● **DATA EXCERPTS**
#####

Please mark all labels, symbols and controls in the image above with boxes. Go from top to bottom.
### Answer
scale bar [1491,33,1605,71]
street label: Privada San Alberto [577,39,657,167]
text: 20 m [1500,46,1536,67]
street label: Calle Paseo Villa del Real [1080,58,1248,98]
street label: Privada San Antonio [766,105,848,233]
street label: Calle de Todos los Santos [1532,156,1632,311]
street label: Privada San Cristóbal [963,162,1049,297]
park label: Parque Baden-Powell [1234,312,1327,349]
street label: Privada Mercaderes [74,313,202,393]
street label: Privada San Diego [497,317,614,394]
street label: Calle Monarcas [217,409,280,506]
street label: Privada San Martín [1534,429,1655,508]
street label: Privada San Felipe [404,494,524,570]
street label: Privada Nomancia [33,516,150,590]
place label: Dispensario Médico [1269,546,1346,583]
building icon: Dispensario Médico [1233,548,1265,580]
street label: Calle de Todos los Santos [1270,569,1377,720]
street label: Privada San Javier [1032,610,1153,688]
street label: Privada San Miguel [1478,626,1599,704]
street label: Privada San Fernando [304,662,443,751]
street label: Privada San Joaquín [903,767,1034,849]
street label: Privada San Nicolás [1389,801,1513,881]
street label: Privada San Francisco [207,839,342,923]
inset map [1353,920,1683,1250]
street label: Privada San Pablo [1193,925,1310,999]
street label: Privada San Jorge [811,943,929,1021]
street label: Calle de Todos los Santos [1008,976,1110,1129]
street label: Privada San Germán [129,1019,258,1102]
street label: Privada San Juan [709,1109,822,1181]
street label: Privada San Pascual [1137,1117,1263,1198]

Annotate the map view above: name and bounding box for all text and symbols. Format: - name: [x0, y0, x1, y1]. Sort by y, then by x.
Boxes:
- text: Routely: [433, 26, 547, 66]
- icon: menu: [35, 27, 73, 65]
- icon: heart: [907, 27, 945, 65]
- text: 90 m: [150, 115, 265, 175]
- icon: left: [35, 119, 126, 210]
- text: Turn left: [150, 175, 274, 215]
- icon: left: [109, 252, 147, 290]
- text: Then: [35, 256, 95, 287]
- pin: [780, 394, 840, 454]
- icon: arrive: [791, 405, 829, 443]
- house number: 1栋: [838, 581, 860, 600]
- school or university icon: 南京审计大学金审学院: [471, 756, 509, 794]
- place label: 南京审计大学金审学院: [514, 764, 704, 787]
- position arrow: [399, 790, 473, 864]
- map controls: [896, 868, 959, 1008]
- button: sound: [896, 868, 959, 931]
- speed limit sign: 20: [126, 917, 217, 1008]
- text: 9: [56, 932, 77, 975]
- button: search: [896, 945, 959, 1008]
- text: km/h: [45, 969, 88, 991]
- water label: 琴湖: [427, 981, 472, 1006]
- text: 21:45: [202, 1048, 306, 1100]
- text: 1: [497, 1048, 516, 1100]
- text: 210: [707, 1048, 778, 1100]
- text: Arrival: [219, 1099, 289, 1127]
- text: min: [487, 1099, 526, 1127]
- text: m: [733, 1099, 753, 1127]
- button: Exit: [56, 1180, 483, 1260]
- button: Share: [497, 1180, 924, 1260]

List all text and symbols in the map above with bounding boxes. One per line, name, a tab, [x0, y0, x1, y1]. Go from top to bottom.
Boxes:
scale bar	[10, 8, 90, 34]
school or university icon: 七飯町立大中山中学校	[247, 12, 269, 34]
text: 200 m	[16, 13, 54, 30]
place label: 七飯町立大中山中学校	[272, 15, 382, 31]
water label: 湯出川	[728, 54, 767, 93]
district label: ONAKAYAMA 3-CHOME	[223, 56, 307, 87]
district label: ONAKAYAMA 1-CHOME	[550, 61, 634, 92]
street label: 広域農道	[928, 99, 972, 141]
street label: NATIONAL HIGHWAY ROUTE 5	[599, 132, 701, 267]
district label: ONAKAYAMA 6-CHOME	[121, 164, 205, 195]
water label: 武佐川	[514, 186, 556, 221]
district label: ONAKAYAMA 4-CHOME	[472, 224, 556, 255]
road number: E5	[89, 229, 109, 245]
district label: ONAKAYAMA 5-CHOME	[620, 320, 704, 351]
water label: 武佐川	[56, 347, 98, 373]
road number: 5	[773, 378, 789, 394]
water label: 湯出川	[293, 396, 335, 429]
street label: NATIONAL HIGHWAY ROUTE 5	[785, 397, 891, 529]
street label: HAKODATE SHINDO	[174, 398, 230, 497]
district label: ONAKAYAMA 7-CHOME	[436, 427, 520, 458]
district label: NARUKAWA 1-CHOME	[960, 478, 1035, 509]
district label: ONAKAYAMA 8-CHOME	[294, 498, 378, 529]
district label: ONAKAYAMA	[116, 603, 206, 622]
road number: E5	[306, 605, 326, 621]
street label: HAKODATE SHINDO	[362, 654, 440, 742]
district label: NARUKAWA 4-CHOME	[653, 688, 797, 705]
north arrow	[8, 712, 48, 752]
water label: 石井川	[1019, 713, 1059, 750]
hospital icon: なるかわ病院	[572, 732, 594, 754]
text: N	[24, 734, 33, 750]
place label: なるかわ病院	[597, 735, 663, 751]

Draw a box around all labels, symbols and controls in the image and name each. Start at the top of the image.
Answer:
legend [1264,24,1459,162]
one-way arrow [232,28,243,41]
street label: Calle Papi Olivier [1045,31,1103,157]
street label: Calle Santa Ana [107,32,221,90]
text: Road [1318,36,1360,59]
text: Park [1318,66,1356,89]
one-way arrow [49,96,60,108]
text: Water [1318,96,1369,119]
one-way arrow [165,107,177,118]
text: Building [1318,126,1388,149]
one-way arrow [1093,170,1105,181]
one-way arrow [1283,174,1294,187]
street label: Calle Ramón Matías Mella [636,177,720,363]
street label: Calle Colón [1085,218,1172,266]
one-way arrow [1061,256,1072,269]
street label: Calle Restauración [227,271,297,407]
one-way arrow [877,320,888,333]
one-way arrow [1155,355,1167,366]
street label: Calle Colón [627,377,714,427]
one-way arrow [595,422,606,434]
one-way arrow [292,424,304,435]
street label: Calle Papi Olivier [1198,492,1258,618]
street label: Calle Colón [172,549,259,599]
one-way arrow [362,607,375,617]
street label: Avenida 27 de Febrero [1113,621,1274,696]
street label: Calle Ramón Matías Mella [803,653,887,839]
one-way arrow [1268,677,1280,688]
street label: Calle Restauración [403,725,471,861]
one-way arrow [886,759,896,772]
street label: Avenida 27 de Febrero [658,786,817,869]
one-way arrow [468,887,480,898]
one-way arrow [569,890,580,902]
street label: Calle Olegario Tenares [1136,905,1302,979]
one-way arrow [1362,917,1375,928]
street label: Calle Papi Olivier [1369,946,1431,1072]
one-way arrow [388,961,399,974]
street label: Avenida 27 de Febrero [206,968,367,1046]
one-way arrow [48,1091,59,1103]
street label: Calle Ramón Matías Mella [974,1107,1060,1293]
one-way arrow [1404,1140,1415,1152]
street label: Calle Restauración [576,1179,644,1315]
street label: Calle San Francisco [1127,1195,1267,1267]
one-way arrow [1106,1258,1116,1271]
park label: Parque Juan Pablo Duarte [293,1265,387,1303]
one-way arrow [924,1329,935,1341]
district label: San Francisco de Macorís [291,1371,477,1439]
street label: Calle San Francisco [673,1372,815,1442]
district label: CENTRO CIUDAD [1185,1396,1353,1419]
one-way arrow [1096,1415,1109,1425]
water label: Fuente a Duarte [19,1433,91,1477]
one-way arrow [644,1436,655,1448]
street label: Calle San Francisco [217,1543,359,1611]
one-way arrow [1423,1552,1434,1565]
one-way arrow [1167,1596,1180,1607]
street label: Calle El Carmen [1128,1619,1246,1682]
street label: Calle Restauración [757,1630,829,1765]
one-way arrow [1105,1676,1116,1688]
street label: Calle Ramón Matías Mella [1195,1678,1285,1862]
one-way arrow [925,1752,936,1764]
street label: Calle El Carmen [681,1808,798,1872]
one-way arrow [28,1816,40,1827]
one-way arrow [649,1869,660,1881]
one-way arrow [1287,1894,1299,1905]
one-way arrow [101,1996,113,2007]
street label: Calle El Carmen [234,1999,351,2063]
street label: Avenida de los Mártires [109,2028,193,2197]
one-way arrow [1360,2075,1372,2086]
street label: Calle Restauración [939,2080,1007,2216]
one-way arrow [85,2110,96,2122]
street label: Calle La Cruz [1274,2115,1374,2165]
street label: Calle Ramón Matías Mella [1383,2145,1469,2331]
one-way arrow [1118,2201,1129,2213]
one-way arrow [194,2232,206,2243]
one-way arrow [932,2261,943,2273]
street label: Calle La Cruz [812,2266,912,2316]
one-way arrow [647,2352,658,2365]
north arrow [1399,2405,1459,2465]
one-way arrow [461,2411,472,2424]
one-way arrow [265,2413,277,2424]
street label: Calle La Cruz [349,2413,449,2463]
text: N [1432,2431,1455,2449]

#####

● **WORK ORDER**
Show the lines of the material that contain the word "HAKODATE".

● **SOLUTION TO THE PROBLEM**
street label: HAKODATE SHINDO	[174, 398, 230, 497]
street label: HAKODATE SHINDO	[362, 654, 440, 742]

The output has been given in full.